Scientific Advisory Board

Ayellet V. Segrè, PhD

Associate Professor of Ophthalmology Harvard Medical School Director, Biostatistics and Bioinformatics Core Ocular Genomics InstituteBoston, Massachusetts

Dr. Ayellet Segrè is an Associate Professor of Ophthalmology at Massachusetts Eye and Ear (MEE), Harvard Medical School, Director of the Bioinformatics and Biostatistics Core in the Ocular Genomics Institute at MEE, Associate Member of the Center for Genomics Medicine at Massachusetts General Hospital (MGH), and an Associate Member at the Broad Institute. Dr. Segrè’s laboratory combines statistical genetics, functional genomics and systems biology approaches to identify genetic regulatory mechanisms, genes, pathways, and cell types that influence common retinal diseases, with a focus on primary open-angle glaucoma and age-related macular degeneration, and differential drug response in diabetic retinopathy patients. To enhance biological discoveries for eye disease, Dr. Segrè is leading efforts to create transcriptomic, genetic regulation, and chromatin accessibility maps for anterior and posterior human eye tissues at the tissue and single cell levels, and develops computational methods that integrate large-scale human genetic association studies with functional omics data. Dr. Segrè is a PI or co-Investigator on multiple NIH grants, was awarded the 2024 Research to Prevent Blindness and The Glaucoma Foundation Career Advancement Award, and is an elected member of the ARVO Annual Meeting Program Committee (AMPC) for the Genetics Cross-Sectional Group. She is also a member of the International Glaucoma Genetics Consortium and co-coordinator of the Human Cell Atlas Eye Bionetwork.
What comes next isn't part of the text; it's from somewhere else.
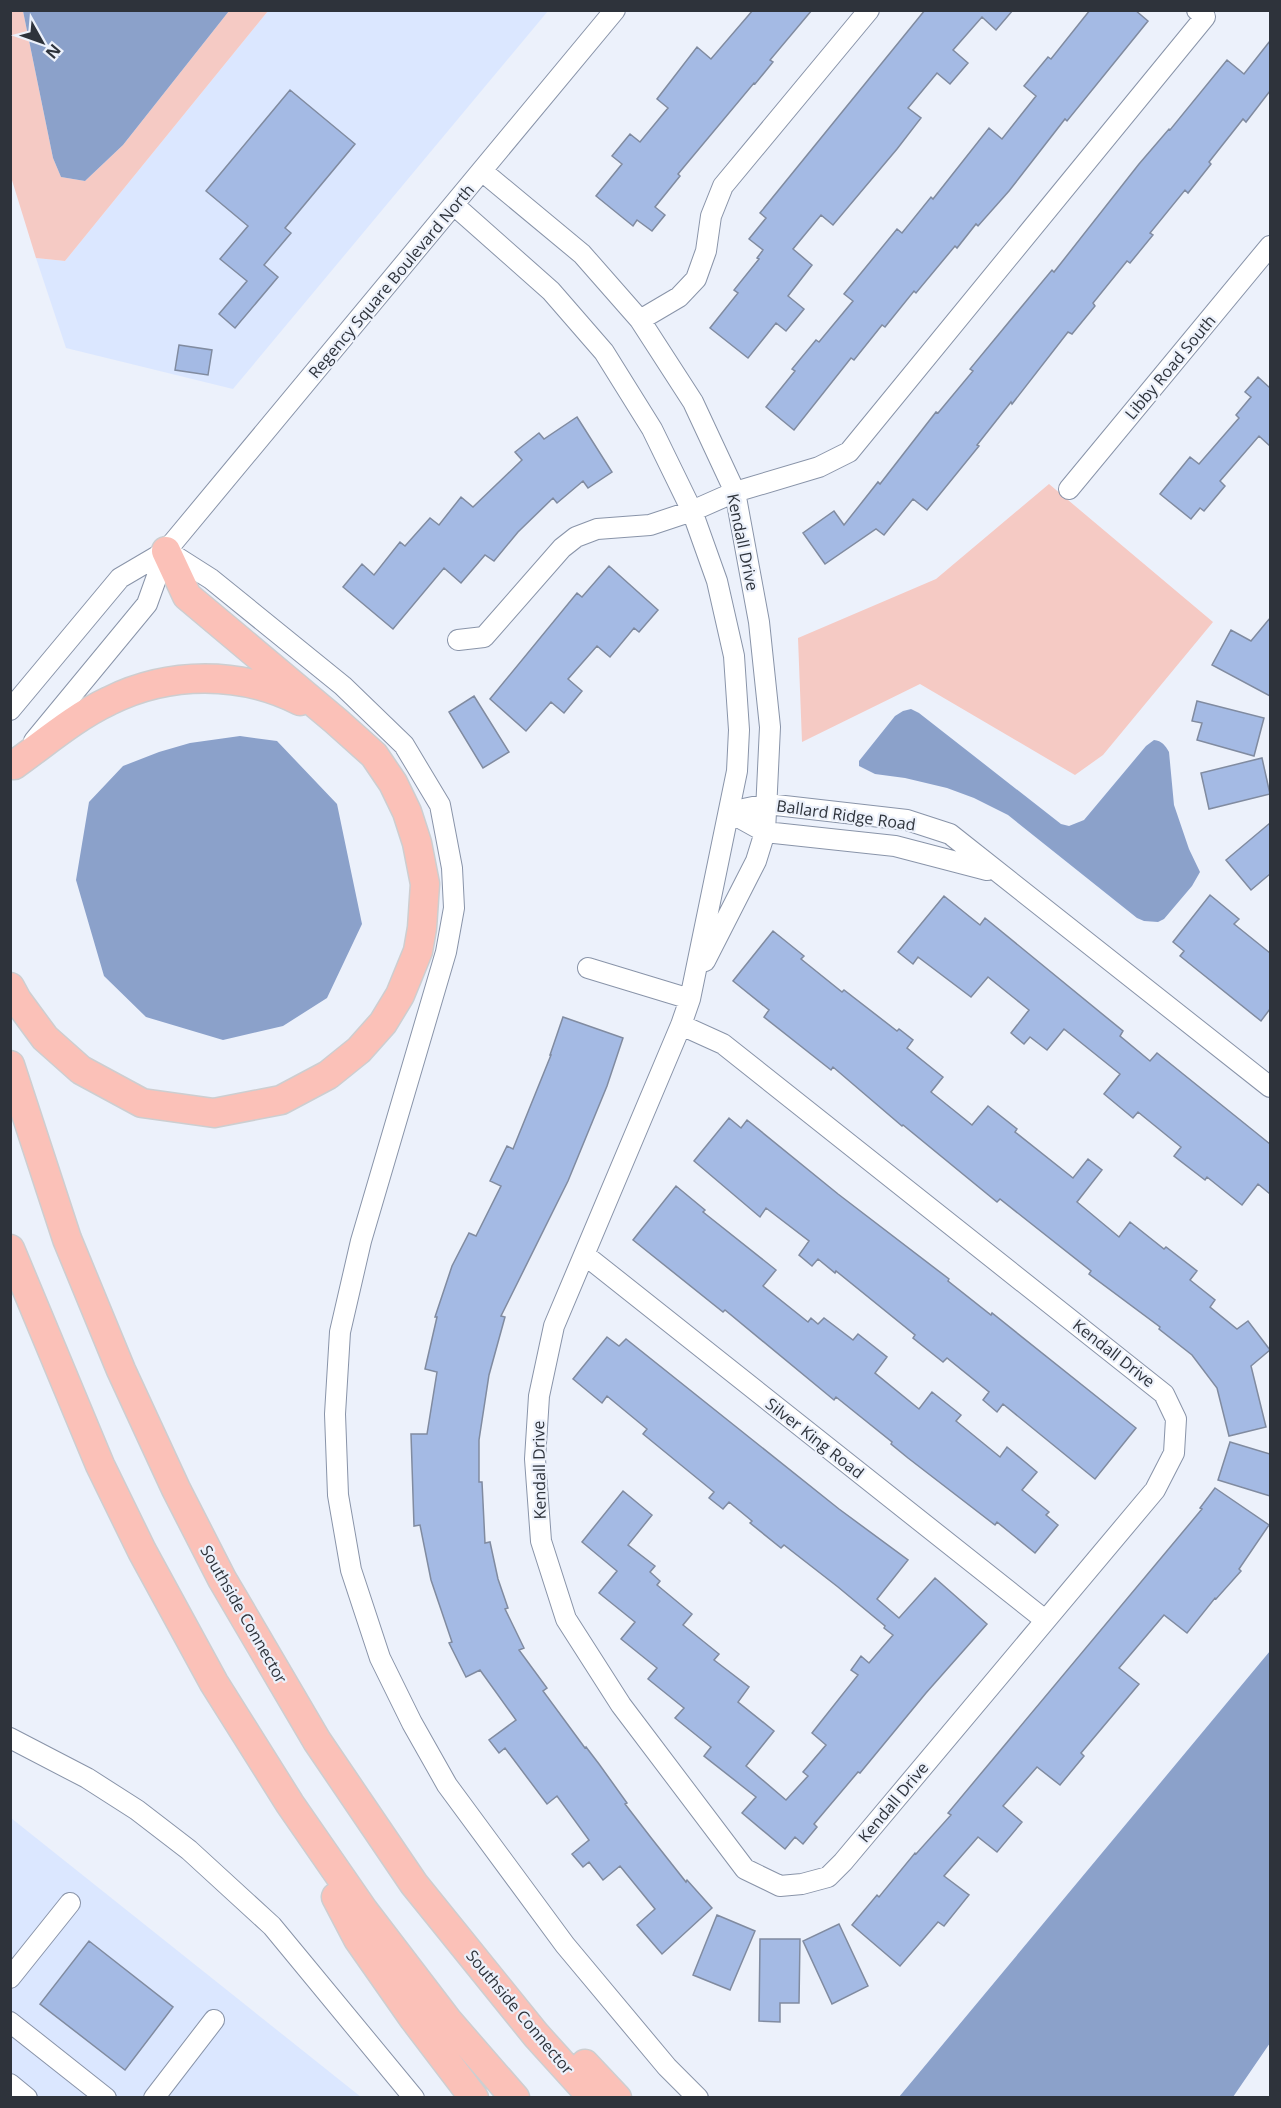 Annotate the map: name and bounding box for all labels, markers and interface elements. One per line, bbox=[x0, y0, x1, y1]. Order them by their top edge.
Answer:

Dr. Segrè earned her B.Sc. in Life Sciences with a minor in Genetics from the Hebrew University of Jerusalem, Israel (1998), a M.Sc. in Cancer Research from the Weizmann Institute of Science in Israel (2001), and a PhD in Genetics and Genomics from Harvard University (2007). She did her postdoctoral training in statistical genetics in the laboratory of Prof. David Altshuler at MGH and the Broad Institute, where she pioneered the development of MAGENTA, one of the first methods to apply gene-set enrichment analysis to GWAS that identified biological processes involved in type 2 diabetes and other complex diseases. Before starting her lab at MEE/HMS, she was a lead computational biologist in the Genotype-Tissue Expression (GTEx) Project at the Broad (2013-2017), playing a key role in creating the widely used atlas of expression and splicing QTLs in 50 healthy human tissues.